• Task requirements: Report every line of the records beneath this task that holds the string "lane".

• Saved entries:
========================================================================
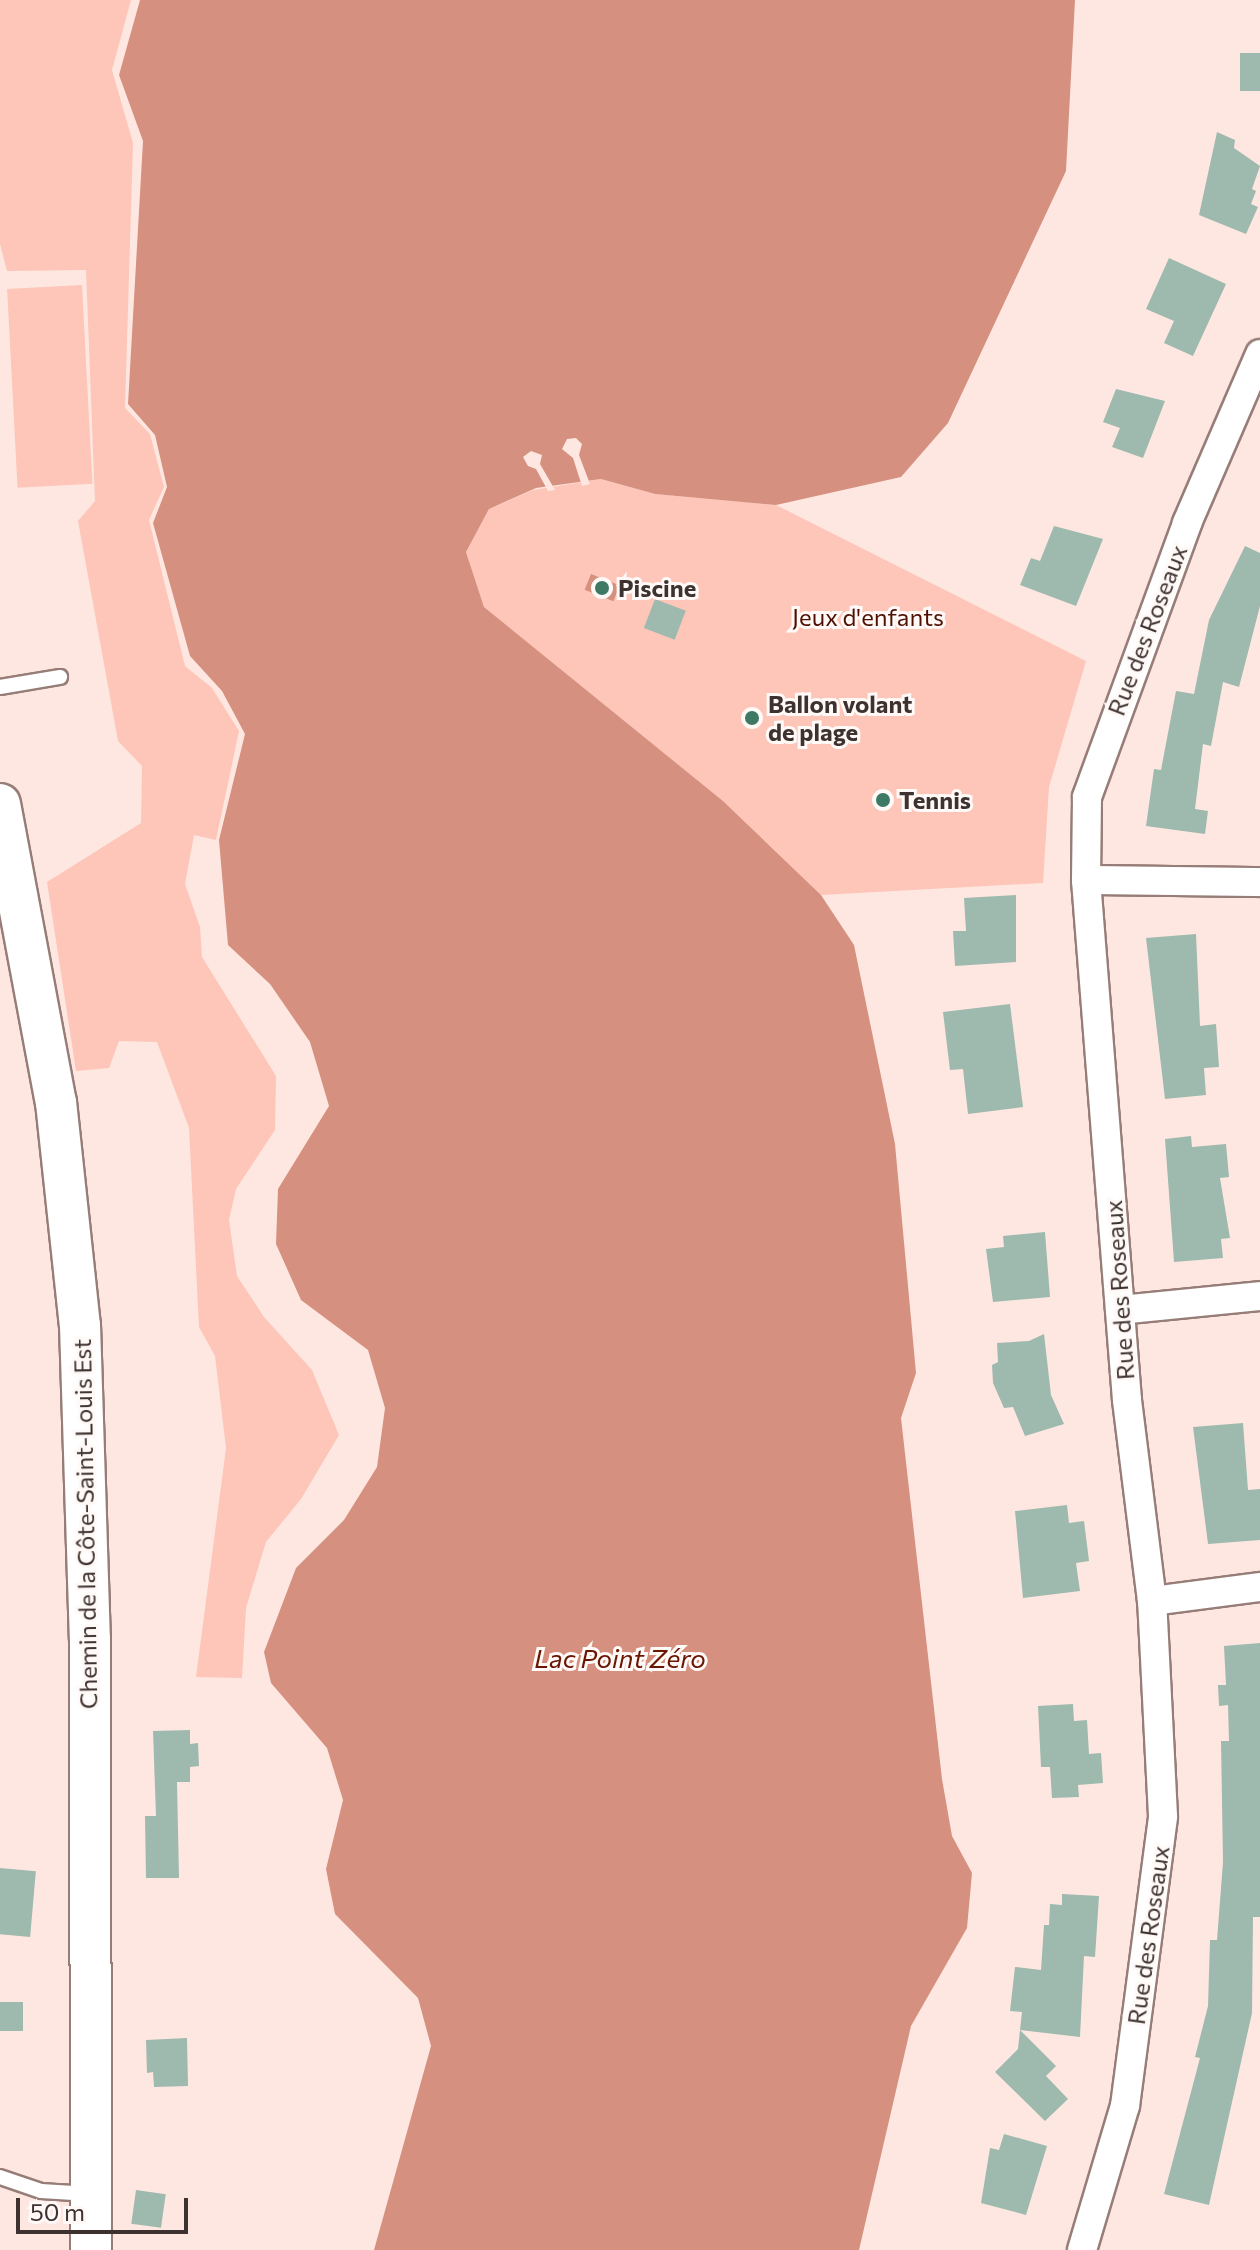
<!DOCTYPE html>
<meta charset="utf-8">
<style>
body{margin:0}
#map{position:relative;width:1260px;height:2250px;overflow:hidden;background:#fee7e1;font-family:Commissioner,sans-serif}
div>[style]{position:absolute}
.green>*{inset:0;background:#fdc6b8;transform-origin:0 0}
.water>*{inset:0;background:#d6907f;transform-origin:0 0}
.pier>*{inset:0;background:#fee7e1}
.building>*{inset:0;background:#9eb9ae;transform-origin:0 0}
.roads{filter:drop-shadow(2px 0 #977d77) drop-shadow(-2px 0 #977d77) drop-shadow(0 2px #977d77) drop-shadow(0 -2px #977d77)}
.lane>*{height:14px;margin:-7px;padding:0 7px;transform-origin:7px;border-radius:7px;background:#fff}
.street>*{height:28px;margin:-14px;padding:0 14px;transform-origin:14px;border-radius:14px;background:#fff}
.secondary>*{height:40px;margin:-20px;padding:0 20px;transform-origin:20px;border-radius:20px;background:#fff}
.dots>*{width:22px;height:22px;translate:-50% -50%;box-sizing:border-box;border:4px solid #fff9f7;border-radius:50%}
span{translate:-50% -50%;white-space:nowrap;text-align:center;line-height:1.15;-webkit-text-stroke:6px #fff9f7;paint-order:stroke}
.poi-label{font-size:24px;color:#3d322f;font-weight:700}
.left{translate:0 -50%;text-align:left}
.park-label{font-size:24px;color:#4f1003}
.street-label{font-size:24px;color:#3d322f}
.water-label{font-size:26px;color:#691602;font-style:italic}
.scale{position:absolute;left:16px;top:2198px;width:172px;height:36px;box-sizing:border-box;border:4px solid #3d322f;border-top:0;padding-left:10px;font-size:24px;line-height:28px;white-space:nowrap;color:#3d322f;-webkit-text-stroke:6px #fff9f7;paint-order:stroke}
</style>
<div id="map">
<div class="green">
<i style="clip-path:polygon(0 0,131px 0,112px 70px,133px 143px,125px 408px,150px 434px,164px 487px,149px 520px,185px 666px,212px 688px,239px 731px,216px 840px,194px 835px,185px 884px,200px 927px,202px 957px,276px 1076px,275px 1130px,236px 1189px,229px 1220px,237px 1276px,264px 1317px,312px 1370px,339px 1435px,301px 1499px,266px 1542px,246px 1608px,242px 1678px,196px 1677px,226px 1448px,215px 1356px,199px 1327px,189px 1128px,157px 1042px,119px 1041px,109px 1068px,76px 1071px,47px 882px,141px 823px,142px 766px,118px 741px,78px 521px,95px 501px,86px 270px,7px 271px,0 244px)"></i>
<i style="left:82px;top:285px;width:199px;height:75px;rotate:87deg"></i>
<i style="clip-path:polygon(601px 479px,655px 494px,776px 505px,1086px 661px,1049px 787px,1043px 883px,821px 895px,723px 801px,484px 607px,466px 552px,489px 509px,533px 490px)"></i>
</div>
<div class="water">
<i style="clip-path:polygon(140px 0,1075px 0,1066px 171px,948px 423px,901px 477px,776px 505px,655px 494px,601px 479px,536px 488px,489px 509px,466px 552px,484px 607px,723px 801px,821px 895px,854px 945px,895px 1144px,916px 1373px,901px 1418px,942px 1779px,952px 1836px,972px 1873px,967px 1928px,911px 2026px,859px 2250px,374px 2250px,431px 2046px,418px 1998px,335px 1914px,326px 1869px,343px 1800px,327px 1748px,271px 1683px,264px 1652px,296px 1568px,344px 1520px,377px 1467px,385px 1408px,368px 1350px,301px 1300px,276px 1244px,278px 1189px,329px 1106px,310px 1042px,270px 984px,228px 945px,219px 840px,245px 734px,222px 691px,190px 656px,153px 523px,167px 487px,155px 435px,128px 404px,143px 141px,119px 75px)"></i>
<i style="left:591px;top:574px;width:31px;height:17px;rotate:22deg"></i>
</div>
<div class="pier">
<i style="clip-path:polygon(576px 438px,582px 444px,579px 455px,590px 484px,582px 486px,573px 458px,562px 449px,567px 439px)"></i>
<i style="clip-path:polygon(531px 451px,542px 455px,540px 464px,555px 490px,548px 491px,536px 469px,528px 466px,523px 457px)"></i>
</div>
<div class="building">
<i style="left:1240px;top:53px;width:20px;height:38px"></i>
<i style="clip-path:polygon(1217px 132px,1235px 140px,1234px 148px,1260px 166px,1252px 189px,1256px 191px,1251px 204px,1258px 207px,1246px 234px,1199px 215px)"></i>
<i style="clip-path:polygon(1169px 258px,1226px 284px,1193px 356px,1164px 343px,1174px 321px,1146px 309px)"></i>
<i style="clip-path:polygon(1116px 389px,1165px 401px,1143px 458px,1112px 447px,1120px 428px,1103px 422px)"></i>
<i style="clip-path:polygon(1054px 526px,1103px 539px,1076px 606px,1020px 585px,1031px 558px,1040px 561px)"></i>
<i style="clip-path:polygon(1245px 546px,1260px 553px,1260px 606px,1239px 687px,1223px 682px,1211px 746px,1203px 744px,1195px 809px,1208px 811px,1205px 834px,1146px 826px,1154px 769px,1161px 770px,1176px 691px,1194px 694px,1209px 620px)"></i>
<i style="left:655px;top:599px;width:33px;height:31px;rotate:21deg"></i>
<i style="clip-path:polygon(1016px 895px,1016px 962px,955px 966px,953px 931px,966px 931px,964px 898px)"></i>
<i style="clip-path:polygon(1196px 934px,1200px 1026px,1216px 1024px,1219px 1067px,1204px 1068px,1206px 1095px,1165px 1099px,1146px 938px)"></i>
<i style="clip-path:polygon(1010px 1004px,1023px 1107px,968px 1114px,963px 1069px,950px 1070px,943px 1012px)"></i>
<i style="clip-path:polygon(1191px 1136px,1192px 1147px,1226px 1144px,1229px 1177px,1220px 1178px,1230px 1238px,1221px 1239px,1223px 1258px,1174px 1262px,1165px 1139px)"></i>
<i style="clip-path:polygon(1045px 1232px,1050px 1297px,993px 1302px,986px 1249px,1004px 1247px,1003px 1236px)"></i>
<i style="clip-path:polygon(1044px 1334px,1051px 1395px,1064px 1424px,1025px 1436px,1013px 1407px,1004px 1408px,993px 1383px,992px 1365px,998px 1362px,997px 1343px,1029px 1341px)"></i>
<i style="clip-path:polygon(1243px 1423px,1248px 1490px,1260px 1489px,1260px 1540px,1208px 1544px,1193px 1427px)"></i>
<i style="clip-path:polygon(1067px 1505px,1069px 1523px,1084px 1521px,1089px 1561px,1076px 1563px,1080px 1591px,1023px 1598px,1015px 1511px)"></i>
<i style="clip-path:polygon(1260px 1643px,1260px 1917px,1253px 1917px,1252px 2013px,1209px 2205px,1164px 2194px,1200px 2058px,1195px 2057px,1208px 2006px,1210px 1940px,1217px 1940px,1223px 1862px,1221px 1741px,1229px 1741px,1228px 1705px,1219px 1706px,1218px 1685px,1226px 1685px,1224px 1646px)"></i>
<i style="clip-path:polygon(1073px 1704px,1074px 1721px,1087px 1720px,1089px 1754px,1101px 1753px,1103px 1783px,1078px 1785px,1079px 1797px,1052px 1798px,1050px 1767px,1041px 1767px,1038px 1706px)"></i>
<i style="clip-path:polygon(190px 1730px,190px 1744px,198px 1743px,199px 1766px,190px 1767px,190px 1782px,177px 1782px,179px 1878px,146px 1878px,145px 1816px,156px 1816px,153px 1731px)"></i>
<i style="left:0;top:1868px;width:36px;height:66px;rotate:5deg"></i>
<i style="clip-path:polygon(1062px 1894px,1099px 1896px,1095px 1957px,1084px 1956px,1080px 2037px,1020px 2030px,1022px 2012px,1010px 2011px,1015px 1967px,1041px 1970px,1044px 1925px,1049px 1925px,1050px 1904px,1062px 1905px)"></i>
<i style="left:0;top:2002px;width:23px;height:29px"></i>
<i style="clip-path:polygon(1020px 2030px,1056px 2066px,1046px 2076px,1068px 2099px,1045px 2121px,995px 2072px,1018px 2049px)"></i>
<i style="clip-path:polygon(187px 2038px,188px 2086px,154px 2087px,153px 2072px,147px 2073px,146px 2040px)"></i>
<i style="clip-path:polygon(1004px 2134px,1047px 2146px,1026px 2215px,981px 2203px,990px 2148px,999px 2150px)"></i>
<i style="left:136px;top:2190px;width:30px;height:34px;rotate:8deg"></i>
</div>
<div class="roads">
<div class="lane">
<i style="left:0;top:687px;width:61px;rotate:-9.5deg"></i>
<i style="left:0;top:2177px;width:43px;rotate:18.9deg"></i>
<i style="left:41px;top:2191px;width:49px;rotate:3.5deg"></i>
</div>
<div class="street">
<i style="left:1086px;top:880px;width:174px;rotate:0.7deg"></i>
<i style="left:1120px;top:1310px;width:141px;rotate:-5.7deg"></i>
<i style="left:1152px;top:1601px;width:109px;rotate:-7.4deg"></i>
<i style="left:1082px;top:2250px;width:150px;rotate:-73.4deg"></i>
<i style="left:1125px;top:2106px;width:292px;rotate:-82.5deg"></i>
<i style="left:1163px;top:1816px;width:215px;rotate:-92.9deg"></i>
<i style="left:1152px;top:1601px;width:203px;rotate:-97.1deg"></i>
<i style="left:1127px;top:1400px;width:522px;rotate:-94.51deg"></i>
<i style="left:1086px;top:880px;width:83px;rotate:-89.3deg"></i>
<i style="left:1087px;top:797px;width:292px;rotate:-69.9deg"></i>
<i style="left:1187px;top:523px;width:184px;rotate:-66.6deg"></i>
</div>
<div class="secondary">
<i style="left:0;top:804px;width:303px;rotate:79.4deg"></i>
<i style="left:56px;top:1102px;width:224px;rotate:83.9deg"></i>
<i style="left:80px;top:1325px;width:314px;rotate:88.2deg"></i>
<i style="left:90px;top:1639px;width:611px;rotate:89.91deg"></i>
</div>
</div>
<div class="dots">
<i style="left:602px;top:588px;background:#3d7964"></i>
<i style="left:752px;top:718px;background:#3d7964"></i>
<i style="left:883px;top:800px;background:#3d7964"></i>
</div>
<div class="poi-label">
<span class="left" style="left:618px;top:588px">Piscine</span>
<span class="left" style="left:768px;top:718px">Ballon volant<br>de plage</span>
<span class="left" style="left:899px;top:800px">Tennis</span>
</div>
<div class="park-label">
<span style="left:868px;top:617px">Jeux d'enfants</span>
</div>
<div class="street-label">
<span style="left:1147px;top:630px;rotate:-69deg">Rue des Roseaux</span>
<span style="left:1119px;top:1290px;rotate:-94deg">Rue des Roseaux</span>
<span style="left:85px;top:1524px;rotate:-91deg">Chemin de la Côte-Saint-Louis Est</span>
<span style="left:1148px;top:1935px;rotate:-82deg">Rue des Roseaux</span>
</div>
<div class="water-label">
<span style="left:620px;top:1658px">Lac Point Zéro</span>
</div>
<div class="scale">50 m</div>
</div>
========================================================================
• Written answer:
.lane>*{height:14px;margin:-7px;padding:0 7px;transform-origin:7px;border-radius:7px;background:#fff}
<div class="lane">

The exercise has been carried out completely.